▼▼▼
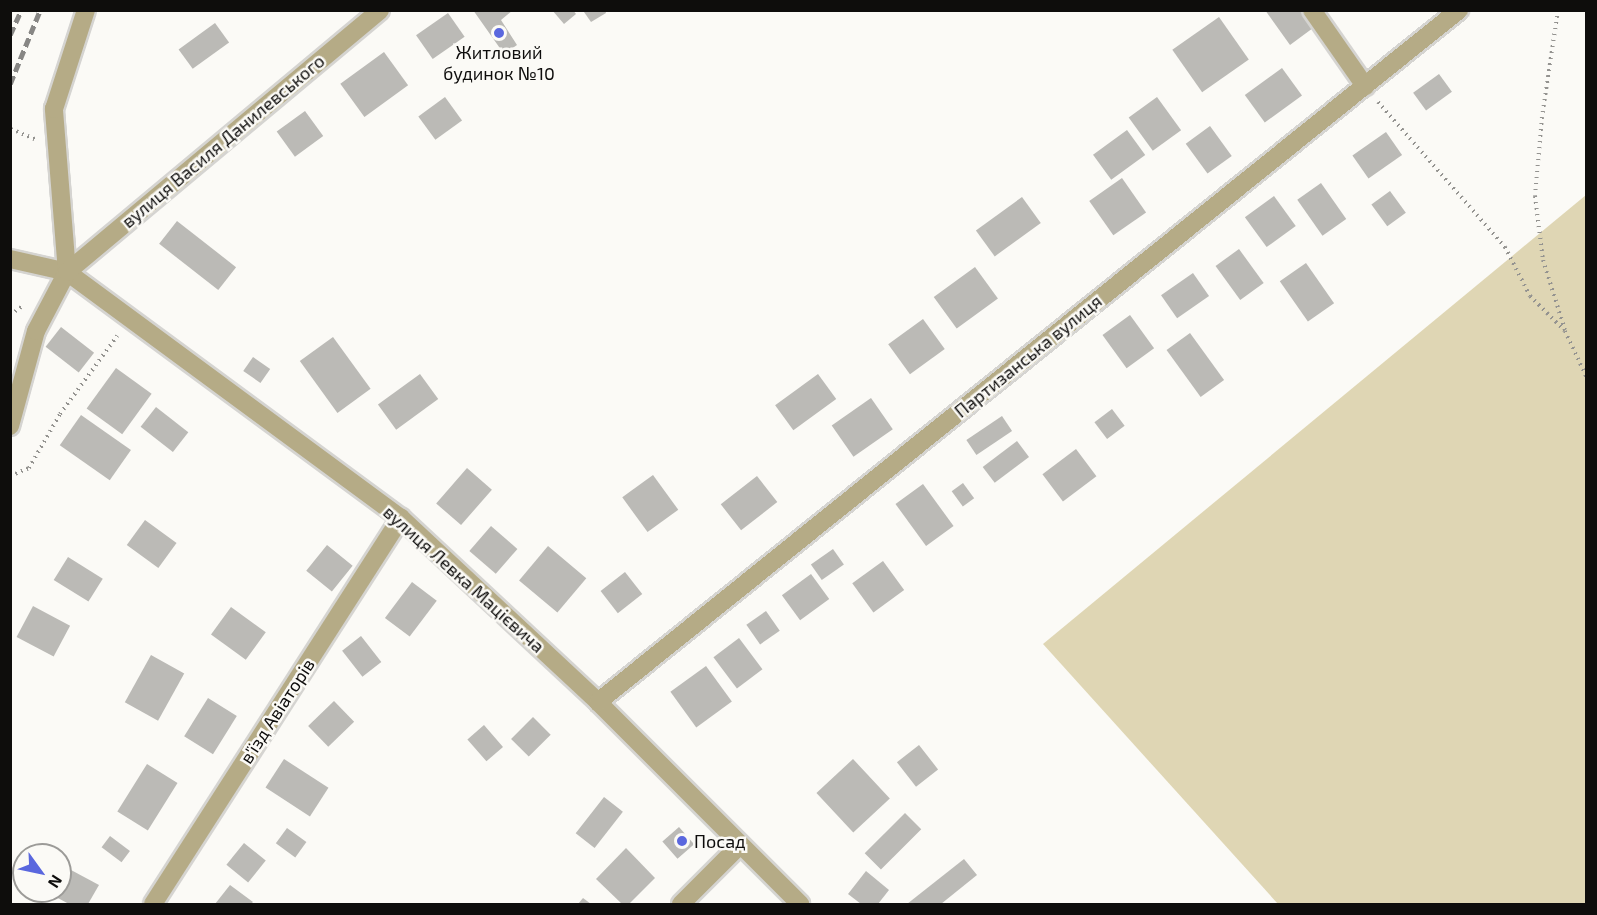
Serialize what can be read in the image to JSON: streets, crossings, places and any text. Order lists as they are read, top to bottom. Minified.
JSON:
{"streets":{"street":["вулиця Василя Данилевського","Партизанська вулиця","вулиця Левка Мацієвича","в'їзд Авіаторів"]},"crossings":[["вулиця Василя Данилевського","вулиця Левка Мацієвича"],["Партизанська вулиця","вулиця Левка Мацієвича"],["вулиця Левка Мацієвича","в'їзд Авіаторів"]],"places":["Житловий будинок №10","Посад"],"north":"bottom right"}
▲▲▲
ABOUT THIS EXERCISE » Reproduce the material above in full, exactly, with no images.

TASK RESPONSE »
Serialize what can be read in the image to JSON: streets, crossings, places and any text. Order lists as they are read, top to bottom. Minified.
JSON:
{"streets":{"street":["вулиця Василя Данилевського","Партизанська вулиця","вулиця Левка Мацієвича","в'їзд Авіаторів"]},"crossings":[["вулиця Василя Данилевського","вулиця Левка Мацієвича"],["Партизанська вулиця","вулиця Левка Мацієвича"],["вулиця Левка Мацієвича","в'їзд Авіаторів"]],"places":["Житловий будинок №10","Посад"],"north":"bottom right"}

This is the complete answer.